Setelah pemerintah memiliki smelter dan menghentikan ekspor dalam bentuk bahan mentah, pada tahun 2021 ekspor nikel melompat 18 kali lipat menjadi 20,8 miliar dolar AS atau Rp300 triliun lebih.
Menanggapi kekalahan di WTO, Presiden Jokowi mengingatkan jajarannya agar melakukan banding dan terus melakukan hilirisasi untuk bahan-bahan tambang lainnya seperti bauksit.
“Enggak apa-apa kalah, saya sampaikan ke menteri, banding. Nanti babak yang kedua hilirisasi lagi bauksit.
Artinya bahan mentah bauksit harus diolah di dalam negeri agar kita mendapatkan nilai tambah.
Setelah itu bahan-bahan yang lainnya, termasuk hal-hal yang kecil-kecil, urusan kopi, usahakan jangan sampai diekspor dalam bentuk bahan mentah.
Sudah beratus tahun kita mengekspor itu. Stop, cari investor, investasi agar masuk ke sana sehingga nilai tambahnya ada,” tegasnya.
Ditegaskan, nilai tambah nikel meningkat hingga 15 kali lipat.
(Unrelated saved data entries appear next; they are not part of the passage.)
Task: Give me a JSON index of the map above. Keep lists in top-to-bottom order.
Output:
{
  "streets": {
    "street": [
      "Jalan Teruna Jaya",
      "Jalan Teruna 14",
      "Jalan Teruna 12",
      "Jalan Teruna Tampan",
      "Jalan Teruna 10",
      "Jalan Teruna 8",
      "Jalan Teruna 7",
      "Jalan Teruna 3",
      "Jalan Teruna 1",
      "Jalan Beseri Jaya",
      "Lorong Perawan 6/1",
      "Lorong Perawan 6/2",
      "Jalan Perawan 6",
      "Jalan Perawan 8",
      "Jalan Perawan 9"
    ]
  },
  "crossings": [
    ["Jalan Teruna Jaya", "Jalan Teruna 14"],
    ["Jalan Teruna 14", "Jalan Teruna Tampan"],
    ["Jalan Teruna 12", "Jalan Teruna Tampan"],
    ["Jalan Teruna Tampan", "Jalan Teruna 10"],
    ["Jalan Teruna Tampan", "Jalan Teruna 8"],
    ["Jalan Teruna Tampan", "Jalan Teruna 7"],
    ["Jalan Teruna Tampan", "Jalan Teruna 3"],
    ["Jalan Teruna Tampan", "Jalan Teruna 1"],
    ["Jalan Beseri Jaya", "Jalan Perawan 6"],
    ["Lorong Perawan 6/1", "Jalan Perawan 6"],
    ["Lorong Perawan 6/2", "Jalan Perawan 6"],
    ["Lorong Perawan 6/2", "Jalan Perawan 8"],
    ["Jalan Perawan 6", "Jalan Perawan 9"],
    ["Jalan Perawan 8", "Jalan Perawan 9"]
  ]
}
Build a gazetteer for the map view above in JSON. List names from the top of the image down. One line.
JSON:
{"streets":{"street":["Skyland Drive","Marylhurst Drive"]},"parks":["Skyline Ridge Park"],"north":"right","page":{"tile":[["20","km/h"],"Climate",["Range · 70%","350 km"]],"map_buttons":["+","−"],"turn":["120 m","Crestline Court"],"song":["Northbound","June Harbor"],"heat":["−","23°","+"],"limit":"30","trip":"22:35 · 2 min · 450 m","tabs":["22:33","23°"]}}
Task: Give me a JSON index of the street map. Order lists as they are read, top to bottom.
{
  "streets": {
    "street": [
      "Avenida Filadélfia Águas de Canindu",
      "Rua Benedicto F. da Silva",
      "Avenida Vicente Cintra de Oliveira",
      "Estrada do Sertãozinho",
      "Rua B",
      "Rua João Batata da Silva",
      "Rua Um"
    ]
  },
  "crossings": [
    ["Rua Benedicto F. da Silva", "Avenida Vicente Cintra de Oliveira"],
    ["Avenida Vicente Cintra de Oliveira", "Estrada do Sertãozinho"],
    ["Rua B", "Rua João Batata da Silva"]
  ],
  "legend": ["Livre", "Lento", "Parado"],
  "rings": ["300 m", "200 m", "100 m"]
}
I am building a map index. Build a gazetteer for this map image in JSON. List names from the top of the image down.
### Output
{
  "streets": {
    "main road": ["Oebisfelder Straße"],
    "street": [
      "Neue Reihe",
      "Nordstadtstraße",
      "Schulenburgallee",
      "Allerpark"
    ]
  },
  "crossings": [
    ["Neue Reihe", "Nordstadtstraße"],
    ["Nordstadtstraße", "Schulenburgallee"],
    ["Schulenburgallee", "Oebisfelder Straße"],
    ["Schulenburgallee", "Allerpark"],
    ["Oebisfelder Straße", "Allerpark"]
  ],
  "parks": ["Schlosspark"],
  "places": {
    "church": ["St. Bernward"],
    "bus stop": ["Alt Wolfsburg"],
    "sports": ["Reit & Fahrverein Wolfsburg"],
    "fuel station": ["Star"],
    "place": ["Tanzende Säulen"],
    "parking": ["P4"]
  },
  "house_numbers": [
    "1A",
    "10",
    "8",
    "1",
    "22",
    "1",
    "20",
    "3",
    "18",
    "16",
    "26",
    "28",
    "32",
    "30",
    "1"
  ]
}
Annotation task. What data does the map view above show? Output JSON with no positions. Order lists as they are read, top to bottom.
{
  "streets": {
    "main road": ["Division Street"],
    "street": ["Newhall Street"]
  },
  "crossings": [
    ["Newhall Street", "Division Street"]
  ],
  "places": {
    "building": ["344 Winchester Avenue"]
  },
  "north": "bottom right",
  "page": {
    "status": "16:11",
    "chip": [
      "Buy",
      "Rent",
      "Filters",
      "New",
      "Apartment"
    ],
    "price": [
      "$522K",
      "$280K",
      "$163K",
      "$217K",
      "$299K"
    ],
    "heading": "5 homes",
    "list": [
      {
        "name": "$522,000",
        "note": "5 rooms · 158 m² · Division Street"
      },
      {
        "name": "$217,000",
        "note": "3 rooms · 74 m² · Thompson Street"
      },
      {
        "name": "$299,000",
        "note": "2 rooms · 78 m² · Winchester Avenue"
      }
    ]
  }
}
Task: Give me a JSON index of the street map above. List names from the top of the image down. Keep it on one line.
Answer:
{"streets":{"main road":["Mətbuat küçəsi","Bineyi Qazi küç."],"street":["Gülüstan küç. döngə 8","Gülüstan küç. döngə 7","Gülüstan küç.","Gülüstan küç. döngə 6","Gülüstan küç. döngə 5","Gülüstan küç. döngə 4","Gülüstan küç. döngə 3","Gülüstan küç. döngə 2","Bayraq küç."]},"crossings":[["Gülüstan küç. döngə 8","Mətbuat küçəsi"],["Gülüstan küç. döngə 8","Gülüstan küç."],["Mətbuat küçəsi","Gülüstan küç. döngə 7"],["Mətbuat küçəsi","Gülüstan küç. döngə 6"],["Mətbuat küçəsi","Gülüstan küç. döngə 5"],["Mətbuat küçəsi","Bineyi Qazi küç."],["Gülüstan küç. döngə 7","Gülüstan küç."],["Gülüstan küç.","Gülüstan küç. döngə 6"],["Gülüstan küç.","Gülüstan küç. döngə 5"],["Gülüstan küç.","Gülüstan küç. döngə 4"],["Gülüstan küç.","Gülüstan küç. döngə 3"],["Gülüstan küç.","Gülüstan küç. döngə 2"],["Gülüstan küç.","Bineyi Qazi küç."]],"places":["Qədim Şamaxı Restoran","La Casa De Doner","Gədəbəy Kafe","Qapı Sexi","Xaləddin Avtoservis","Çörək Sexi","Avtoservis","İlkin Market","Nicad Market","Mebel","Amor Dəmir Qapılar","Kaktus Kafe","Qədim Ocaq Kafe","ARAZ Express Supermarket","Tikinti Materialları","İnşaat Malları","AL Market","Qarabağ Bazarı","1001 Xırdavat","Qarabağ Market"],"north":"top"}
“Seperti kasus nikel ini, dari Rp 20 triliun melompat ke lebih dari Rp 300 triliun sehingga neraca perdagangan kita sudah 29 bulan selalu surplus yang sebelumnya selalu negatif, selalu defisit neraca berpuluh-puluh tahun. Baru 29 bulan yang lalu kita selalu surplus. Ini yang kita arah,” lanjutnya.
Sejak 2021 volume dan nilai ekspor nikel Indonesia memang terus meningkat, terlebih dalam 9 bulan pertama 2022.
Baca juga: Usai Nikel, Jokowi Akan Larang Ekspor Komoditas Bahan Mentah Lainnya
Volume ekspor nikel melonjak 458,39 persen sepanjang Januari-September 2022 dibanding tahun sebelumnya.
Berdasarkan data Badan Pusat Statistik (BPS), total ekspor nikel nasional mencapai 534,05 ribu ton.
Nilainya pun luar biasa, yaitu sebesar 4,12 miliar dolar AS atau setara Rp62,83 triliun (kurs Rp15.232 per dolar Amerika Serikat saat itu).
Nilai ini melonjak lebih dari 5 kali lipat dibanding Januari-September 2021, serta lebih tinggi 3,24 kali lipat dibanding nilai ekspor sepanjang tahun lalu.
Saat ini di Indonesia telah ada sebanyak 19 pabrik peleburan (smelter) timah dan targetnya pada 2023 mendatang telah ada 53 pabrik yang beroperasi.